## Task data:
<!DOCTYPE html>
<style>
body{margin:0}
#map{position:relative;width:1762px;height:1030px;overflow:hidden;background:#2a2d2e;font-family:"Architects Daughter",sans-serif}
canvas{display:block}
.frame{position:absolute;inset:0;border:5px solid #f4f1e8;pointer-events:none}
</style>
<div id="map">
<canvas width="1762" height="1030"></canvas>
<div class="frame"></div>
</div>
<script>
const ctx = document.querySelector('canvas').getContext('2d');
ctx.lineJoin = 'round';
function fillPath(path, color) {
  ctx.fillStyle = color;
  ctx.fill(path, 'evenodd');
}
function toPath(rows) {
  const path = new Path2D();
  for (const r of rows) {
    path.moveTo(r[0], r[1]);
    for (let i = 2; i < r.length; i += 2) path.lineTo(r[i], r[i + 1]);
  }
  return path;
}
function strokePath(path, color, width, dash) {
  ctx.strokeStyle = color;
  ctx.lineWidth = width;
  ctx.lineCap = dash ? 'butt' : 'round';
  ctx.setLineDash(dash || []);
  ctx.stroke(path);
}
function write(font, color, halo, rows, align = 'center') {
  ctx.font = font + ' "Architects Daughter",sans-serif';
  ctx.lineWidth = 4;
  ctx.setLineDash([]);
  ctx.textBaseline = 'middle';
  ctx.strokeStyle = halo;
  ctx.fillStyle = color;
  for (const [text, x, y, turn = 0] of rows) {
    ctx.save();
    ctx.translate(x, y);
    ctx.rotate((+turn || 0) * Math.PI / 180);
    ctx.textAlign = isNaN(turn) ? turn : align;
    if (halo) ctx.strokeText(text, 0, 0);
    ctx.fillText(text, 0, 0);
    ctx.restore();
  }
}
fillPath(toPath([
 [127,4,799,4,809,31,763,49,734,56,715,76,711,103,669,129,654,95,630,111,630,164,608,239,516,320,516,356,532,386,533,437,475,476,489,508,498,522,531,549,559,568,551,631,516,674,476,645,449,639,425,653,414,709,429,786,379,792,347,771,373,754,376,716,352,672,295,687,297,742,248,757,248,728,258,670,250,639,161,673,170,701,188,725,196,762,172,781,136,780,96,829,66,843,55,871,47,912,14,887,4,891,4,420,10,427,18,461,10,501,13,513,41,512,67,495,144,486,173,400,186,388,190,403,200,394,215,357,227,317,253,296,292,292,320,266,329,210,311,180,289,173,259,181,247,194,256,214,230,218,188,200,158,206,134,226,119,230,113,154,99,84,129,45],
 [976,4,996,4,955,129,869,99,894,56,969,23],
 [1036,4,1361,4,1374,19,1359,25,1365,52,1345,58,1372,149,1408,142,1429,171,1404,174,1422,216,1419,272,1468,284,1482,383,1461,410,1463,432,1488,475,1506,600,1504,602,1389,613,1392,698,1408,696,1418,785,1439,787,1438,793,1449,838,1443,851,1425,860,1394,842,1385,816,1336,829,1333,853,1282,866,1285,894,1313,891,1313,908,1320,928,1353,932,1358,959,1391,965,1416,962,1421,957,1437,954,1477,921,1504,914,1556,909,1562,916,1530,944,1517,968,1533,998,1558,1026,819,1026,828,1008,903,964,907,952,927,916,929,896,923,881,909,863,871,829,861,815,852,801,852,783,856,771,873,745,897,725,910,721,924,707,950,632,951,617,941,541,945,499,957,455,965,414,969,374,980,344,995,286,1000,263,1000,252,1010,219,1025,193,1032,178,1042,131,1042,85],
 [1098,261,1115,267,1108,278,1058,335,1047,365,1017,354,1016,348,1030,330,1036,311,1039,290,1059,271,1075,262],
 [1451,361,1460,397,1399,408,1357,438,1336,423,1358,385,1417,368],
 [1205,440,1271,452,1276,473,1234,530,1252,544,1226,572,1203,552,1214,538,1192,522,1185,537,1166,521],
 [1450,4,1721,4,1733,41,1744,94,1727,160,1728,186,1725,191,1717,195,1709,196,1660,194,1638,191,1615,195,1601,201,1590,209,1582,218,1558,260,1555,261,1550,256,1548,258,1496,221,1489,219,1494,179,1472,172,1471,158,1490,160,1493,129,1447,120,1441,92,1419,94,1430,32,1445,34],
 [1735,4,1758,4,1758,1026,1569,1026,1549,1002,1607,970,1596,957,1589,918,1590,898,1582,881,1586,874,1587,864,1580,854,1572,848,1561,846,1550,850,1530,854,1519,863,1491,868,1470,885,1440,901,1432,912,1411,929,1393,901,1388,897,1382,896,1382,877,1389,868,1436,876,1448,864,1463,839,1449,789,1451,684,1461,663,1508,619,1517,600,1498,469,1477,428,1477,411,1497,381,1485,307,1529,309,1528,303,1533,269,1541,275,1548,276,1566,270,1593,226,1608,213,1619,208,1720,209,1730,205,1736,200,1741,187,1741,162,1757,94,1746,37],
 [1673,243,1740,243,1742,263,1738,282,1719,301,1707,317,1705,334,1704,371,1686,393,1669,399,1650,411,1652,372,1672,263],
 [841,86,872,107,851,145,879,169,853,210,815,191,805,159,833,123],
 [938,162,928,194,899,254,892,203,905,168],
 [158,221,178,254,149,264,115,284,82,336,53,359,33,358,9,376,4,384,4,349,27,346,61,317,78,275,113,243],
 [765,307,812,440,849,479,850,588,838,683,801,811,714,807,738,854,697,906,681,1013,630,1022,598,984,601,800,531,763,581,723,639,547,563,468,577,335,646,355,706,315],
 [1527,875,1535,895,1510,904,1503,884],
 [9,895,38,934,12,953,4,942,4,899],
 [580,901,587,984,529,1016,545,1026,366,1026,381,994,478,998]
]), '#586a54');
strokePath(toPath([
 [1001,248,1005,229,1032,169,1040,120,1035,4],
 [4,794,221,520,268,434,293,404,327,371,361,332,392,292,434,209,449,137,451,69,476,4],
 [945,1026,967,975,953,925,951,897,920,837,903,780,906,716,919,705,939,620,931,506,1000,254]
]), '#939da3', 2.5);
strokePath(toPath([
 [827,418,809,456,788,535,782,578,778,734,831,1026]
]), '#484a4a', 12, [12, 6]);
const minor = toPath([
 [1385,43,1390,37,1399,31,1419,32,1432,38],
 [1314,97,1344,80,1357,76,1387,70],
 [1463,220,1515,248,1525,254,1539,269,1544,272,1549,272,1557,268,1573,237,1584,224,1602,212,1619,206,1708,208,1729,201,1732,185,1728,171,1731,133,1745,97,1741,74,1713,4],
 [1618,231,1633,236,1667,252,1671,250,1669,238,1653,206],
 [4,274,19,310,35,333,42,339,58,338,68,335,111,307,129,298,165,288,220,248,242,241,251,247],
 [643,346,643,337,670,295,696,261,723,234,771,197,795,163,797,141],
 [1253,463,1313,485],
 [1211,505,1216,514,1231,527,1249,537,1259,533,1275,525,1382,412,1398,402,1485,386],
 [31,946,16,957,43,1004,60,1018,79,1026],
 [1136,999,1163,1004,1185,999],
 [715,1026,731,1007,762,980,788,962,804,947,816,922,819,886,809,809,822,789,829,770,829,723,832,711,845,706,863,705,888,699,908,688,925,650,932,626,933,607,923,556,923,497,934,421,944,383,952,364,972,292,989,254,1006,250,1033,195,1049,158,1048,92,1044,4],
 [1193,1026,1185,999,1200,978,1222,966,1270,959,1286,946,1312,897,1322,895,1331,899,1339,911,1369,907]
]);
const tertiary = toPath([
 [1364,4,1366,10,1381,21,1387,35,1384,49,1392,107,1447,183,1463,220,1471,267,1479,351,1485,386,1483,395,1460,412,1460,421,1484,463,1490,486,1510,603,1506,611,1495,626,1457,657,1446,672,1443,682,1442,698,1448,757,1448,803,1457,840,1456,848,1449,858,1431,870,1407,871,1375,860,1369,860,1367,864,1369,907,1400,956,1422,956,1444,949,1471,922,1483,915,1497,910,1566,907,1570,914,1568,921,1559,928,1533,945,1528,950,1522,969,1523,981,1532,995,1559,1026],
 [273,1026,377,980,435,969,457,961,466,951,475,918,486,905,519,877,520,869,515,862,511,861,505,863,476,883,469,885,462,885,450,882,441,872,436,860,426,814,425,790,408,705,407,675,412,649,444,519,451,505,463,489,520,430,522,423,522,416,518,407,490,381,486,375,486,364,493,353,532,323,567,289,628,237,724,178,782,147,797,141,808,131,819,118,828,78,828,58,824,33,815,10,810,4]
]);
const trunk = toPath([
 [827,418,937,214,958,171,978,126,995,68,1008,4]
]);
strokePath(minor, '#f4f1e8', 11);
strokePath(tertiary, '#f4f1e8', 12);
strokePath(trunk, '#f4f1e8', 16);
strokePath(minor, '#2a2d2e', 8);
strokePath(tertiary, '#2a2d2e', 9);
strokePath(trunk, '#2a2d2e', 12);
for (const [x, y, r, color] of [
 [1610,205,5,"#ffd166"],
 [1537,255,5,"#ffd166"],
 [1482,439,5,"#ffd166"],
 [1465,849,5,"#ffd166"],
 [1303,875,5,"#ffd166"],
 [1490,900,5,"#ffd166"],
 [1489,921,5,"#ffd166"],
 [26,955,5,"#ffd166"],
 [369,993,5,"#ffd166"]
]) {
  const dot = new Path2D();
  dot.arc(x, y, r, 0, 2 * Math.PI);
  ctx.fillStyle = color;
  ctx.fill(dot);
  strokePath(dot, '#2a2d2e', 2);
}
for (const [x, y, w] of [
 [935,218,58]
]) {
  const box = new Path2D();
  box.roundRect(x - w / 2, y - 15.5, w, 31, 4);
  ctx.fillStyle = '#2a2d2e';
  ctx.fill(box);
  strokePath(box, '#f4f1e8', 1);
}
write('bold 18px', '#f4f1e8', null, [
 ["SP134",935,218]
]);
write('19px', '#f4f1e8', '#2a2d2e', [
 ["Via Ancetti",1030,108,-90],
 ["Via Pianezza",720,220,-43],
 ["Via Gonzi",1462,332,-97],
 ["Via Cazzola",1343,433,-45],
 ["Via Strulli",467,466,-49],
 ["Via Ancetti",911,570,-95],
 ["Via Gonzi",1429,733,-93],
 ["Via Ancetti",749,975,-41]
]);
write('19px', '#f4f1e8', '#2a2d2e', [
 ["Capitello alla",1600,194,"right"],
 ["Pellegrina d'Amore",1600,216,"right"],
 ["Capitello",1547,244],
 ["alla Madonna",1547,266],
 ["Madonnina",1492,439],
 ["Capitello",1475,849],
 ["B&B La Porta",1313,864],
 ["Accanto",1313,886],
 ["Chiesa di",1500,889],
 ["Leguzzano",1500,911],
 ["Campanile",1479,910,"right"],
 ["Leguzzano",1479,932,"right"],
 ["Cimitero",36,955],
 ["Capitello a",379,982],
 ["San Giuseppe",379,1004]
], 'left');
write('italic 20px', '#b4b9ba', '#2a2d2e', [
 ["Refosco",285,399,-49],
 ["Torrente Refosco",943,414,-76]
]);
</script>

==

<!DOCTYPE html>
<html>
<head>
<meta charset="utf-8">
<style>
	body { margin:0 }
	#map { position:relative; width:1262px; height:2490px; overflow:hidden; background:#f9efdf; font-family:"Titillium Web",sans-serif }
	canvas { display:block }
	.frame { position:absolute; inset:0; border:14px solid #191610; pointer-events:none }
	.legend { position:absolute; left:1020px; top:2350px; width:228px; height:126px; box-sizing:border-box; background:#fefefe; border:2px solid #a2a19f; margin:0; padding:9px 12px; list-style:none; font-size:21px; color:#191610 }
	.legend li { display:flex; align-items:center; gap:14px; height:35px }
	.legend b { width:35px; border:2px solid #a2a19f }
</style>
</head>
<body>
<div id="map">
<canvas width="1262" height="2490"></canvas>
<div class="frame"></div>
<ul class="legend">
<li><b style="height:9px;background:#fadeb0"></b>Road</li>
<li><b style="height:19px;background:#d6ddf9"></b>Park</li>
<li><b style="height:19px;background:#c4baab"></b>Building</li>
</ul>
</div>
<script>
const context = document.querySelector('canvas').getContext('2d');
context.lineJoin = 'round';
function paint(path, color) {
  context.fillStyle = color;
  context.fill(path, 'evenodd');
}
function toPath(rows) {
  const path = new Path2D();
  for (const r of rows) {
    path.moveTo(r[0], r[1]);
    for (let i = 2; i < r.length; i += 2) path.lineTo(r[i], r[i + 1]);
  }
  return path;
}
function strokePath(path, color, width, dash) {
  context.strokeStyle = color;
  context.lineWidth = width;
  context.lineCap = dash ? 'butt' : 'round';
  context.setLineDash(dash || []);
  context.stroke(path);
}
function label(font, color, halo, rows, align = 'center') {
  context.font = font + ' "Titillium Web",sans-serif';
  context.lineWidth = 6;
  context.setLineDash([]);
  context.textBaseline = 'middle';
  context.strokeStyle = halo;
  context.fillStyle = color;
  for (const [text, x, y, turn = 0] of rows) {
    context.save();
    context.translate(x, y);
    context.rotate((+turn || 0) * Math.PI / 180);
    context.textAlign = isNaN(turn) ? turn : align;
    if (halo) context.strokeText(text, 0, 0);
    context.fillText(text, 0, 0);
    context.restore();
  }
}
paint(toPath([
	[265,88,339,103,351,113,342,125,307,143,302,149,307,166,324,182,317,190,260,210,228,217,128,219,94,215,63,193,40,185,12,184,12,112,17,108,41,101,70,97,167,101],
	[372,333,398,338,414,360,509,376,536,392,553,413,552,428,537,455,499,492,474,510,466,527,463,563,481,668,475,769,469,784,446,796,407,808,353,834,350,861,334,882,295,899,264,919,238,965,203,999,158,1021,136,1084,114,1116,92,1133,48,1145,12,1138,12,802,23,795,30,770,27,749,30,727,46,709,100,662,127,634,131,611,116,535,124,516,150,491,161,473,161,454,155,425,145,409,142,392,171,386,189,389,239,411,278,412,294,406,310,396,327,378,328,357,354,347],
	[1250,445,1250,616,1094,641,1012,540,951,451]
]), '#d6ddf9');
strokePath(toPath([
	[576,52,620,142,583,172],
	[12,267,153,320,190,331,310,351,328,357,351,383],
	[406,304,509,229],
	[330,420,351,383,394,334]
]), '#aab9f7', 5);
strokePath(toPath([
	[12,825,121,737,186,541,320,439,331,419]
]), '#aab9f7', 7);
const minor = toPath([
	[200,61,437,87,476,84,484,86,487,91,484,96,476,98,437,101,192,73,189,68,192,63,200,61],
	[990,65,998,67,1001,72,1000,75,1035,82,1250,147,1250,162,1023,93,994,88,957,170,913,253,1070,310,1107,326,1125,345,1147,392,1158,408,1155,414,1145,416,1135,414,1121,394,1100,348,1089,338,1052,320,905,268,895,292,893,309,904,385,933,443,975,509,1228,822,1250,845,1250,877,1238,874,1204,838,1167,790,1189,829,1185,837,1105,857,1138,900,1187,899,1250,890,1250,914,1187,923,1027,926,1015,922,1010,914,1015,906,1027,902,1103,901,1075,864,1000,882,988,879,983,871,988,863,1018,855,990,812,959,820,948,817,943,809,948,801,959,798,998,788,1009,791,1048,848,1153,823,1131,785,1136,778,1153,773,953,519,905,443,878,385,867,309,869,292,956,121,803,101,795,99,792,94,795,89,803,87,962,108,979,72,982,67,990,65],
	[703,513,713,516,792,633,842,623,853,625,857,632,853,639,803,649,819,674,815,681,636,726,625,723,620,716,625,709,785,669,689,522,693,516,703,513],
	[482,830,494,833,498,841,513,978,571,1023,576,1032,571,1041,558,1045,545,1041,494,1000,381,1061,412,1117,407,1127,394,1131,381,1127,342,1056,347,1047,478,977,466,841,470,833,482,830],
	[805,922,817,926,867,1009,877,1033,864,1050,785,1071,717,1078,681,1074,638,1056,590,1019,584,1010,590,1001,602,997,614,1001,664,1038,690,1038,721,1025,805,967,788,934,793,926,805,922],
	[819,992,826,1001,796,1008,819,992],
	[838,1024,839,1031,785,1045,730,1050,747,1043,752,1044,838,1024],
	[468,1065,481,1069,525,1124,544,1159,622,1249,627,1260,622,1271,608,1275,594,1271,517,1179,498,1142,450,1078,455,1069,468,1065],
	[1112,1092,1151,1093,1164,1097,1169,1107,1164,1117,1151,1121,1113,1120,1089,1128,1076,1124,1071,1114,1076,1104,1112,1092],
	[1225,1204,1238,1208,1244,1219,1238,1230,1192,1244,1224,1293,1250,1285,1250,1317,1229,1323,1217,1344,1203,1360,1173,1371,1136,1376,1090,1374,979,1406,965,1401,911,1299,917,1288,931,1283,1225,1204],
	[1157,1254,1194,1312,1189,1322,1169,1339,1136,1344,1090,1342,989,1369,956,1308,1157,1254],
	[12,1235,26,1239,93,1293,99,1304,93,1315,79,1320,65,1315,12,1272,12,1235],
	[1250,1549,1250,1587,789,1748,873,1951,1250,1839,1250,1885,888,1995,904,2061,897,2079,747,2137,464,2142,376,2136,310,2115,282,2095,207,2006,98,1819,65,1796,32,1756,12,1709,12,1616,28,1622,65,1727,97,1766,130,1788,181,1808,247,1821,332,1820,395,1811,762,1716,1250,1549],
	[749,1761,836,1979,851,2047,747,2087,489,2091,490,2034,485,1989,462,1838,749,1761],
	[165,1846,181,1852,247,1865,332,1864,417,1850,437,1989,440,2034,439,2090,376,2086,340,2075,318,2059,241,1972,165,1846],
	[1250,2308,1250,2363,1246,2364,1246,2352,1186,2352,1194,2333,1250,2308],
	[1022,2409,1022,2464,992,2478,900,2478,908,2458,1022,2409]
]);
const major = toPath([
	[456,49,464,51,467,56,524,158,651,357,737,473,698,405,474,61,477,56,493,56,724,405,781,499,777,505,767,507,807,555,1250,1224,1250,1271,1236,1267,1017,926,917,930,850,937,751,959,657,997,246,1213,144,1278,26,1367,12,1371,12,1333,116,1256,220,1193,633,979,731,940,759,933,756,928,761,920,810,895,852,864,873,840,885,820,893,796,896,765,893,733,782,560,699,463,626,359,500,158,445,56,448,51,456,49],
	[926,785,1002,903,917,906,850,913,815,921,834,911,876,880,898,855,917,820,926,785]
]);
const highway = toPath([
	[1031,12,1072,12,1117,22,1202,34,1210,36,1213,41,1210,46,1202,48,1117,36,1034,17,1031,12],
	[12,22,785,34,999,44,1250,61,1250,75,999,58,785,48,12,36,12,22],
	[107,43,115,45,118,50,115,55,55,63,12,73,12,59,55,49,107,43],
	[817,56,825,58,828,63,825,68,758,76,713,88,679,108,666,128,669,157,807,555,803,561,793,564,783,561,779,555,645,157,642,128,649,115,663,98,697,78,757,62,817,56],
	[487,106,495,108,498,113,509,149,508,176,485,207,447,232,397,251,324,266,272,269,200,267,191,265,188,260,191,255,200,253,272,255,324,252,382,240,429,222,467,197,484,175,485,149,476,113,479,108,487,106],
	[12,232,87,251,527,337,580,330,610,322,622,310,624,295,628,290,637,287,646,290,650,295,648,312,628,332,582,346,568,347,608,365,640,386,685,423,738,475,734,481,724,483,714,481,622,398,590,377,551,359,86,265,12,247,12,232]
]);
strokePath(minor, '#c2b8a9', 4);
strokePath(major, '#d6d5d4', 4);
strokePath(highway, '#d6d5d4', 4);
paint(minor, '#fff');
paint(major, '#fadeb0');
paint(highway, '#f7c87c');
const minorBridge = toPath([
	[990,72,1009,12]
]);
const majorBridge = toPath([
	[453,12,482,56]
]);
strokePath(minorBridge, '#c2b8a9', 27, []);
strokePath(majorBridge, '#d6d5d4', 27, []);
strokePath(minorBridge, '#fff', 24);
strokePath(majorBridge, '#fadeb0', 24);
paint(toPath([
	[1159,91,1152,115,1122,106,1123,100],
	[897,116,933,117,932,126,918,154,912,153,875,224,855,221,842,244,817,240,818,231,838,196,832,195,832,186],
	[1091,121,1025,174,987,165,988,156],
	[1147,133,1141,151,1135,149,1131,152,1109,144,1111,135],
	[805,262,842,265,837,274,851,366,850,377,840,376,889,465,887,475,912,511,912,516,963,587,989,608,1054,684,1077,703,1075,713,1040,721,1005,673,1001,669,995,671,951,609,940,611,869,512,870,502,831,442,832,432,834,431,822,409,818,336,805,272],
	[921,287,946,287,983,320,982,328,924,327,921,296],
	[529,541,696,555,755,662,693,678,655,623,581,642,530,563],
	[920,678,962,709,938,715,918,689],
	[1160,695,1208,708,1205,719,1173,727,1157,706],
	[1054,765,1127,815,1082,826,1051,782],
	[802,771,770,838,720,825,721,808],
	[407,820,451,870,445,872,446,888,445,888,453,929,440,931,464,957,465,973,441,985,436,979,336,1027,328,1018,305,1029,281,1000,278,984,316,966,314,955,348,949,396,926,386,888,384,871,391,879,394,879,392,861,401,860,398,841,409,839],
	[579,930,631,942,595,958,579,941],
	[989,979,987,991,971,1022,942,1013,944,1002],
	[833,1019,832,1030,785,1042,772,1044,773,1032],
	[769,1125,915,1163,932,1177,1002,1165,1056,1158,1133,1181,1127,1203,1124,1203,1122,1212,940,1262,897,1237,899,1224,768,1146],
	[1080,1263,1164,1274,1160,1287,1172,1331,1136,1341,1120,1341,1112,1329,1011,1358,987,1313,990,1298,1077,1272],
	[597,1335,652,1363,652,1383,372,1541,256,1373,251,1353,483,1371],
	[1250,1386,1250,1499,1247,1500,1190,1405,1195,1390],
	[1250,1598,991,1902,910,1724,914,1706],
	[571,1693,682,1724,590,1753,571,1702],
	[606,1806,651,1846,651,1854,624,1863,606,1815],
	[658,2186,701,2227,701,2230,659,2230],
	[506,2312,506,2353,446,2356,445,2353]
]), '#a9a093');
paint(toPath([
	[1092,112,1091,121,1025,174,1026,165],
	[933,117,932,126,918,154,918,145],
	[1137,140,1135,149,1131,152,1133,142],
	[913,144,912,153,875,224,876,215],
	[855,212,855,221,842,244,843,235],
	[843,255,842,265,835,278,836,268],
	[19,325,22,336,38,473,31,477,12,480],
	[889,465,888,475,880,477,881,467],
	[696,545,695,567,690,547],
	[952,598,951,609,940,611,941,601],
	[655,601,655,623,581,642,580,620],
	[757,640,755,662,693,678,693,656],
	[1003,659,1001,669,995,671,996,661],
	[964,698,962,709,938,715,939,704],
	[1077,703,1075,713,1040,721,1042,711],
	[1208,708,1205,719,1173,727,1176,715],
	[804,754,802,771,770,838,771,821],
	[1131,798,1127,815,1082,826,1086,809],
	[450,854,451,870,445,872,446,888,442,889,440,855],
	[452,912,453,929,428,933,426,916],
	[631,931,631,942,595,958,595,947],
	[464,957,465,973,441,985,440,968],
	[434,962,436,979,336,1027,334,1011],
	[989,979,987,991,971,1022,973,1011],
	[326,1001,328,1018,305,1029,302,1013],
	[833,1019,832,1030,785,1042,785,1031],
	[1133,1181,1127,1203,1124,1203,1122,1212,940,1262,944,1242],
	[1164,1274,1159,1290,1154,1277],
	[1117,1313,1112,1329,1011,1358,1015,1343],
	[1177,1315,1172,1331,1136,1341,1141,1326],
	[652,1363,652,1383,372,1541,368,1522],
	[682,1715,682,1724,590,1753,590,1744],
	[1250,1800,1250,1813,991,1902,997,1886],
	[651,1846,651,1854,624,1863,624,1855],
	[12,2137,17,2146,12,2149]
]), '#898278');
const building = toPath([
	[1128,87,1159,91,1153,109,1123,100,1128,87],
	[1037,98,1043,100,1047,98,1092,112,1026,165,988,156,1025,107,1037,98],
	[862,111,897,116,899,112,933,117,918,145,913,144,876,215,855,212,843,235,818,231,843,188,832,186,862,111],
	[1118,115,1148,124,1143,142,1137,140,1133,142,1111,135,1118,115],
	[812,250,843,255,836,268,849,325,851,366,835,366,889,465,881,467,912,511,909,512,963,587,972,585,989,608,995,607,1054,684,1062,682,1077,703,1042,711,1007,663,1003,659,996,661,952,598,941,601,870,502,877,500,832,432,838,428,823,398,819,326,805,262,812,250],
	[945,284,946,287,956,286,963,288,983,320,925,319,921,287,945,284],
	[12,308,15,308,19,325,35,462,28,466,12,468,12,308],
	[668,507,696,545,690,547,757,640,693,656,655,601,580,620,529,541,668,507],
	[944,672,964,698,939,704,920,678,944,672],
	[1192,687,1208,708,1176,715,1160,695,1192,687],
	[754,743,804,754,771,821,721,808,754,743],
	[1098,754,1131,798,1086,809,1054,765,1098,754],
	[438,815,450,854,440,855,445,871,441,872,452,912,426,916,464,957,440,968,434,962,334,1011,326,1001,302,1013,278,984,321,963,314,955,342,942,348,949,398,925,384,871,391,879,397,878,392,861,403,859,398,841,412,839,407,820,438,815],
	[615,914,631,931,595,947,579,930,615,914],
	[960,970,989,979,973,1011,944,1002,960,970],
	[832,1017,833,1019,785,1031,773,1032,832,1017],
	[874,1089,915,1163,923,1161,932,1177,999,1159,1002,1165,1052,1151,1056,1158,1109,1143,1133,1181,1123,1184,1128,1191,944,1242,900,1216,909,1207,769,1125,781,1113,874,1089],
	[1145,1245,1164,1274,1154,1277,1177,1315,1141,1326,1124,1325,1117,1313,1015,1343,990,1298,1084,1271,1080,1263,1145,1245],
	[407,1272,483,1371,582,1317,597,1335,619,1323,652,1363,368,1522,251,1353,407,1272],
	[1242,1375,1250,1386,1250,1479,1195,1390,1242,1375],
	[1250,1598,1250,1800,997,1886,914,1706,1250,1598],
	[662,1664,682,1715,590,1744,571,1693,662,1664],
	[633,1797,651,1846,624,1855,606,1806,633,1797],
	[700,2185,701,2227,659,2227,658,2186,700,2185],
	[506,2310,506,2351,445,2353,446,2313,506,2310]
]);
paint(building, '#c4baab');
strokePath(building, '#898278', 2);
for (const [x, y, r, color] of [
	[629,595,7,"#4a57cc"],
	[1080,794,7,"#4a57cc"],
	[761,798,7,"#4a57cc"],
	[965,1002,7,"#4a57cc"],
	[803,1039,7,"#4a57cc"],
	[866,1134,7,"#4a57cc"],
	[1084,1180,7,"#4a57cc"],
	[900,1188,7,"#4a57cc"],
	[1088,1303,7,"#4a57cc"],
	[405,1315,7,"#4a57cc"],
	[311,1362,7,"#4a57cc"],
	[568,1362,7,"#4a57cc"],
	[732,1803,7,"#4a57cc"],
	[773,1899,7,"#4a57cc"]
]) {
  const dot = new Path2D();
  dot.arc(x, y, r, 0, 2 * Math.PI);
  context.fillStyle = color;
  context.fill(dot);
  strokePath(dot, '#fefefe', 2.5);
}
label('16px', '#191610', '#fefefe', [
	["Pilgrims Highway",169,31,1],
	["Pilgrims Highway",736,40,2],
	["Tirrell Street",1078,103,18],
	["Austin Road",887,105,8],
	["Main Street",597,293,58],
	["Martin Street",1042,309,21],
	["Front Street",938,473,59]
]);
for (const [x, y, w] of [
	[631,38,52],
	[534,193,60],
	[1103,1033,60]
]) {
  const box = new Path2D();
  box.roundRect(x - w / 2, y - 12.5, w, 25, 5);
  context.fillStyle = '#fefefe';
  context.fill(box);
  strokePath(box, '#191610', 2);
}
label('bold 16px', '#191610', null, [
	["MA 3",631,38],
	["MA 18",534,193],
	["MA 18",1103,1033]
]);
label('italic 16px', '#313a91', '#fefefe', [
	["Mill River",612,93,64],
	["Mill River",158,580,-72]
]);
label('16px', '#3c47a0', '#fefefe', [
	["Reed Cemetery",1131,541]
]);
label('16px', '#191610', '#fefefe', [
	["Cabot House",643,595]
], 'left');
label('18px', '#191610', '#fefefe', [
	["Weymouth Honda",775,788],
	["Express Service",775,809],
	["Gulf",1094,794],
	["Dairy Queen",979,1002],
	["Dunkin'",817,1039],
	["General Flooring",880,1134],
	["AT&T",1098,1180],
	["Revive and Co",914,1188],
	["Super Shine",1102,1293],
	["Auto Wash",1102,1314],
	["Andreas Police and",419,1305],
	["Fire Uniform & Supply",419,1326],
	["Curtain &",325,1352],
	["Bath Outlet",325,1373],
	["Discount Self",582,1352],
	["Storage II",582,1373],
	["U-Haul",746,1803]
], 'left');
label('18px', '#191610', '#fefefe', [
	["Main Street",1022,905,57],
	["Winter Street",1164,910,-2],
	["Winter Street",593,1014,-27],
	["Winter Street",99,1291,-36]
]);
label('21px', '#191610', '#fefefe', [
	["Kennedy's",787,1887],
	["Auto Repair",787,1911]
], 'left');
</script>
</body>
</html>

## Instructions to follow:
Pull every line with the word "evenodd" from the data.

## Task response:
  ctx.fill(path, 'evenodd');
  context.fill(path, 'evenodd');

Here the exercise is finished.